● DATA UNDER STUDY

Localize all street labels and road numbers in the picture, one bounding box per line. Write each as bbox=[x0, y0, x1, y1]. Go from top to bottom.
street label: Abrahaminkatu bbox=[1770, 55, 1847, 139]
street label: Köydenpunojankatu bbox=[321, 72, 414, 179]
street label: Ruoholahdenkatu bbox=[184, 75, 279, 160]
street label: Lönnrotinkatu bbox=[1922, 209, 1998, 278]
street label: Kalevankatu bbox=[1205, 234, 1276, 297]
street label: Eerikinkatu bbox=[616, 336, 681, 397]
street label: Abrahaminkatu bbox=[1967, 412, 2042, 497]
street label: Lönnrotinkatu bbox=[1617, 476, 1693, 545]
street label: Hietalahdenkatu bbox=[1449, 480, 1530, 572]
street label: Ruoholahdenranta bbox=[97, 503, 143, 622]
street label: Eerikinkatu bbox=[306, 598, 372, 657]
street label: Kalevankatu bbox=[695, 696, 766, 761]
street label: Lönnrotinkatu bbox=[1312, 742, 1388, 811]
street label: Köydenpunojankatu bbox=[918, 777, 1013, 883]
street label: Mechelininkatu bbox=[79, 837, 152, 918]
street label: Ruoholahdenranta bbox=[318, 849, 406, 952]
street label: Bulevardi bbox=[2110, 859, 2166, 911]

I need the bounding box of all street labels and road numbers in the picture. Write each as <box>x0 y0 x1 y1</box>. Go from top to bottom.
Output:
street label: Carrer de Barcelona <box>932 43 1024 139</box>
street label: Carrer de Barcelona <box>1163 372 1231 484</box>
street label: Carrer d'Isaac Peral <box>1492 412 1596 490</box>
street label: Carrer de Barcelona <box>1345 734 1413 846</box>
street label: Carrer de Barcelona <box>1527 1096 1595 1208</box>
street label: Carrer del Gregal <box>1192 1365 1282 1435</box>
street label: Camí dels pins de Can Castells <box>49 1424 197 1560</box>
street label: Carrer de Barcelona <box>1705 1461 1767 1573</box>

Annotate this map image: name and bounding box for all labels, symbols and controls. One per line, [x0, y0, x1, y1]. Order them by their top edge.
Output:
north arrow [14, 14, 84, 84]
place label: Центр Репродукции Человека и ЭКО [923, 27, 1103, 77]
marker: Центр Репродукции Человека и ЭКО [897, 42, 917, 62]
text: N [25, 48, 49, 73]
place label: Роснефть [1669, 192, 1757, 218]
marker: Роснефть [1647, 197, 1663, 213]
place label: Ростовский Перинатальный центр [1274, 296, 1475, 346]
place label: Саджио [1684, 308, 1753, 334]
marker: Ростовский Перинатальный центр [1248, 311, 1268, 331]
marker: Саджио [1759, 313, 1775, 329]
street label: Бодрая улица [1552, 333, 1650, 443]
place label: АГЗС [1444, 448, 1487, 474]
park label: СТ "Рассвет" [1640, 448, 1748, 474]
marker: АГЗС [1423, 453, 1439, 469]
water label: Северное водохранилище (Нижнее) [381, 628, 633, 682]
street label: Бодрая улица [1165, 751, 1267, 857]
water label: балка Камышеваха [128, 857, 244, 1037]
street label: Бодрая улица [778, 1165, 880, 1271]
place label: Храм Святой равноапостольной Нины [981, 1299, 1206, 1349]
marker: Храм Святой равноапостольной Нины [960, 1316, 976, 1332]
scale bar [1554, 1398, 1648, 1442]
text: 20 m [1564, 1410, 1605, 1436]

● EXERCISE DETAILS
Beginning at the line that contains "Annotate this map", transcribe every line through the end of the material exactly, leaving out all earlier lines.

● SOLUTION FOR THIS TASK
Annotate this map image: name and bounding box for all labels, symbols and controls. One per line, [x0, y0, x1, y1]. Order them by their top edge.
Output:
north arrow [14, 14, 84, 84]
place label: Центр Репродукции Человека и ЭКО [923, 27, 1103, 77]
marker: Центр Репродукции Человека и ЭКО [897, 42, 917, 62]
text: N [25, 48, 49, 73]
place label: Роснефть [1669, 192, 1757, 218]
marker: Роснефть [1647, 197, 1663, 213]
place label: Ростовский Перинатальный центр [1274, 296, 1475, 346]
place label: Саджио [1684, 308, 1753, 334]
marker: Ростовский Перинатальный центр [1248, 311, 1268, 331]
marker: Саджио [1759, 313, 1775, 329]
street label: Бодрая улица [1552, 333, 1650, 443]
place label: АГЗС [1444, 448, 1487, 474]
park label: СТ "Рассвет" [1640, 448, 1748, 474]
marker: АГЗС [1423, 453, 1439, 469]
water label: Северное водохранилище (Нижнее) [381, 628, 633, 682]
street label: Бодрая улица [1165, 751, 1267, 857]
water label: балка Камышеваха [128, 857, 244, 1037]
street label: Бодрая улица [778, 1165, 880, 1271]
place label: Храм Святой равноапостольной Нины [981, 1299, 1206, 1349]
marker: Храм Святой равноапостольной Нины [960, 1316, 976, 1332]
scale bar [1554, 1398, 1648, 1442]
text: 20 m [1564, 1410, 1605, 1436]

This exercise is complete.